Assignment: Write out the entries below exactly, from the first line to the one with "inset:0; background:#b0b77c; transform-origin:0", both ends included.

Information given:

-=-=-

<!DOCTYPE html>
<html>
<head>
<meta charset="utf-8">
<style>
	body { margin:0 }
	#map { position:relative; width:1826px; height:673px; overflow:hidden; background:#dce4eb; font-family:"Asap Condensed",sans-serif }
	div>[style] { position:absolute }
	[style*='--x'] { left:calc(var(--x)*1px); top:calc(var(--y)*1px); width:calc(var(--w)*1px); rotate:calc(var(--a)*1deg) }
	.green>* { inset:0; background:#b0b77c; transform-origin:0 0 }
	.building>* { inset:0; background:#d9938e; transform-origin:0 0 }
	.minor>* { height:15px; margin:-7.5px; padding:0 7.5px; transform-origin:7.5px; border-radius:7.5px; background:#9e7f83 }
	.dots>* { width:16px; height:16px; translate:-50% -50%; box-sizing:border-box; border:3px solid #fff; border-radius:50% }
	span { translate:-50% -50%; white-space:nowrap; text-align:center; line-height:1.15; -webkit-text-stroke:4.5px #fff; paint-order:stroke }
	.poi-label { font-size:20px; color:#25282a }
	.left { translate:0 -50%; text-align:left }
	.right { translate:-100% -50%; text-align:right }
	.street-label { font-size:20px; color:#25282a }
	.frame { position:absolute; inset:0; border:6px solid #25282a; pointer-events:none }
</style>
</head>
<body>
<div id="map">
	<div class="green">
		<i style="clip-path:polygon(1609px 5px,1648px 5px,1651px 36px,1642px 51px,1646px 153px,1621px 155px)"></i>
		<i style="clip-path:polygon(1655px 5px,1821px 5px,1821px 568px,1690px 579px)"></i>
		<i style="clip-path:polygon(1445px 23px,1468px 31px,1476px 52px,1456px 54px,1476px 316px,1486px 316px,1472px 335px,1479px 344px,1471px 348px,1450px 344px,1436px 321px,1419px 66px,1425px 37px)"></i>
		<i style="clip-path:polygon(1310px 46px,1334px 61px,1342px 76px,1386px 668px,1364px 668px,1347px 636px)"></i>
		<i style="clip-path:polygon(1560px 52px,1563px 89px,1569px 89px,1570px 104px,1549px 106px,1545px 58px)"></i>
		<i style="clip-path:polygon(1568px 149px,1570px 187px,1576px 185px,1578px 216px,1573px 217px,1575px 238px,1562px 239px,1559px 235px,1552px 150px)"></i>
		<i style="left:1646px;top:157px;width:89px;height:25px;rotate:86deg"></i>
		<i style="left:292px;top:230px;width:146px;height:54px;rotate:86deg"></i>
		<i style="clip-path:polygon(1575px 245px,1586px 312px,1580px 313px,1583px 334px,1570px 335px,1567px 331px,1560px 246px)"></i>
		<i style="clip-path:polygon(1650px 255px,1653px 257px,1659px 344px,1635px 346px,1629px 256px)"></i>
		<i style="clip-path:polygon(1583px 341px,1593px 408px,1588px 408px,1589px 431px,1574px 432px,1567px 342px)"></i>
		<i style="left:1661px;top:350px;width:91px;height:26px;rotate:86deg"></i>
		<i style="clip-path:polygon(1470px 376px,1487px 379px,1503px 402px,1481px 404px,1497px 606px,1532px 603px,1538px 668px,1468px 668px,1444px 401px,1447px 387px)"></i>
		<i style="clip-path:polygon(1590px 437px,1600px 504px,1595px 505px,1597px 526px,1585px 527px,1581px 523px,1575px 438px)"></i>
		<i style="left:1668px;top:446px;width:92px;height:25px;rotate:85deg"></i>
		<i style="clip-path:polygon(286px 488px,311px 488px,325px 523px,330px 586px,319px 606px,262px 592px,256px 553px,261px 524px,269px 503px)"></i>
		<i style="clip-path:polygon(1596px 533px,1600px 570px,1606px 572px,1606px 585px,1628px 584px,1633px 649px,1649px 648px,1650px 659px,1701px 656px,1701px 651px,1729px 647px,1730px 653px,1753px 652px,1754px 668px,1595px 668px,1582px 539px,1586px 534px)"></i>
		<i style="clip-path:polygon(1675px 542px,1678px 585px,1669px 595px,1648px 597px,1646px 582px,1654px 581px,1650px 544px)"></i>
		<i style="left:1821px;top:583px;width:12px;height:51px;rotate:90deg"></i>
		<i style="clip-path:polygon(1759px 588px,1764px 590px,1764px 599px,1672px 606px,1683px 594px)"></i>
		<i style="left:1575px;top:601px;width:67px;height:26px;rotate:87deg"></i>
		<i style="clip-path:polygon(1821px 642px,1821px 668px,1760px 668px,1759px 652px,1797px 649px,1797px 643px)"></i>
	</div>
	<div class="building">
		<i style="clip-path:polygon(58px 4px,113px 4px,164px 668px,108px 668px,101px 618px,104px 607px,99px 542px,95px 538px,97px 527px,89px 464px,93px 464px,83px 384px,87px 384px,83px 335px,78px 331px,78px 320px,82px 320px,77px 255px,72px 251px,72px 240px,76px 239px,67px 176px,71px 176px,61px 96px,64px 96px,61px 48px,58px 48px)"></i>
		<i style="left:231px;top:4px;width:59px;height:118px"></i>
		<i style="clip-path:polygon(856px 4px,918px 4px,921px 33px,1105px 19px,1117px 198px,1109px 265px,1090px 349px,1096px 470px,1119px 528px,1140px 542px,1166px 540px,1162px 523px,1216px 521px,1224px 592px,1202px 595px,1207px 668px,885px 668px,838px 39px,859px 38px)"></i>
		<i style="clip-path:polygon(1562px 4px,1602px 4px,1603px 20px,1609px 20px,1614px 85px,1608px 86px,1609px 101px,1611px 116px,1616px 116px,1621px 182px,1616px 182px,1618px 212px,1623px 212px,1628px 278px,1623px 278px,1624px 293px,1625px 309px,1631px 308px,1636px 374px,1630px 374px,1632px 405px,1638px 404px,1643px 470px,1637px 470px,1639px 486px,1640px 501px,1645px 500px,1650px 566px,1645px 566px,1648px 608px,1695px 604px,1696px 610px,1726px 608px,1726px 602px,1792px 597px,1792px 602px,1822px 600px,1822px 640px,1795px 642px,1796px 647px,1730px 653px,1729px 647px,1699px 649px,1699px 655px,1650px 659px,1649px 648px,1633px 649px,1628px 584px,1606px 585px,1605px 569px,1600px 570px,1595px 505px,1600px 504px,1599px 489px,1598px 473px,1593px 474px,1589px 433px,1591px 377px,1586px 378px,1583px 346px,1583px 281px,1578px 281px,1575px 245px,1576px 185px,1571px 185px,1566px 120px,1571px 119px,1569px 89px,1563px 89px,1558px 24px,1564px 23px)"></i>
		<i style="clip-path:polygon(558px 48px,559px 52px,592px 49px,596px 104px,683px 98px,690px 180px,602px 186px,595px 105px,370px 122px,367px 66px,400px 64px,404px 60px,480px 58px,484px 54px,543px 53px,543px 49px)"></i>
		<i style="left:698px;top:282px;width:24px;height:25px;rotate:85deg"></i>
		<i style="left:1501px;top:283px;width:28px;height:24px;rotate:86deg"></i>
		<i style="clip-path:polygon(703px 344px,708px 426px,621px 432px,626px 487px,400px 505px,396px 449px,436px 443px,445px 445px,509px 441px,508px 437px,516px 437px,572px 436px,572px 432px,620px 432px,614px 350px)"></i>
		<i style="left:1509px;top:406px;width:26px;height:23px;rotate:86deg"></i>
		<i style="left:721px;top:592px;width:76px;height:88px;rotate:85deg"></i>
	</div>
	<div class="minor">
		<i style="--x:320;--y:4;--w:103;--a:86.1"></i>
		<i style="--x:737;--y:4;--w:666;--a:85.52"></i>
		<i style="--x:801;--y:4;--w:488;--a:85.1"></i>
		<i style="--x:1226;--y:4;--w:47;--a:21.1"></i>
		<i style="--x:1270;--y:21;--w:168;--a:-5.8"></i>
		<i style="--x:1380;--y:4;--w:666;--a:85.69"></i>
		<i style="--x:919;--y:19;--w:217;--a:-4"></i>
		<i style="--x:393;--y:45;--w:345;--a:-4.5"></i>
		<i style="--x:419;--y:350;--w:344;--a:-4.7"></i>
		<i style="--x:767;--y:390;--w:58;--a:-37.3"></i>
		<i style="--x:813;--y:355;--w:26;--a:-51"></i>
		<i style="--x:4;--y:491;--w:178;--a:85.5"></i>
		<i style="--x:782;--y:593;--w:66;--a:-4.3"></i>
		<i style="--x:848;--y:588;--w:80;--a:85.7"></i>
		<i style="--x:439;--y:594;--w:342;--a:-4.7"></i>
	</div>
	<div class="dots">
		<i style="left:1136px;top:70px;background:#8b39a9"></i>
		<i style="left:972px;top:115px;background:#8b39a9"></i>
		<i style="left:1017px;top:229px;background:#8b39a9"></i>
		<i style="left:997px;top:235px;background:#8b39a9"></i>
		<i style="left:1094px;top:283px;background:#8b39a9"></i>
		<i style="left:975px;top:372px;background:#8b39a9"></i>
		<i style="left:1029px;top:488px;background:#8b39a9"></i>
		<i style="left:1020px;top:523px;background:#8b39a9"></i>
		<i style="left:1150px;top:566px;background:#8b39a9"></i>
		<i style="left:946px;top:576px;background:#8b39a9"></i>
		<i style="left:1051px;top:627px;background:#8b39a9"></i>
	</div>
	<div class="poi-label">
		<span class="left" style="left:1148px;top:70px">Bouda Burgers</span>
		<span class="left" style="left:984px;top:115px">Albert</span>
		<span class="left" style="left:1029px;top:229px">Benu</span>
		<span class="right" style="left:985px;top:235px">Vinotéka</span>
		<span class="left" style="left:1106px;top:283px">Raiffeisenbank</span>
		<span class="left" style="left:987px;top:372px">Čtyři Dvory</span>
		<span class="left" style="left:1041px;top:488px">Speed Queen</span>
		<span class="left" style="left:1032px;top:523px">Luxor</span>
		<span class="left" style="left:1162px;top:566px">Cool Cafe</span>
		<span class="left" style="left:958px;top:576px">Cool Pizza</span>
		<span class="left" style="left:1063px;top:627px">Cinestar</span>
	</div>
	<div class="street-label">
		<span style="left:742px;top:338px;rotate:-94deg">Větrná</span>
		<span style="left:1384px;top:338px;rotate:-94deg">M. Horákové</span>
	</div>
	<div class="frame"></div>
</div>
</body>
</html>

-=-=-

Task response:
<!DOCTYPE html>
<html>
<head>
<meta charset="utf-8">
<style>
	body { margin:0 }
	#map { position:relative; width:1826px; height:673px; overflow:hidden; background:#dce4eb; font-family:"Asap Condensed",sans-serif }
	div>[style] { position:absolute }
	[style*='--x'] { left:calc(var(--x)*1px); top:calc(var(--y)*1px); width:calc(var(--w)*1px); rotate:calc(var(--a)*1deg) }
	.green>* { inset:0; background:#b0b77c; transform-origin:0 0 }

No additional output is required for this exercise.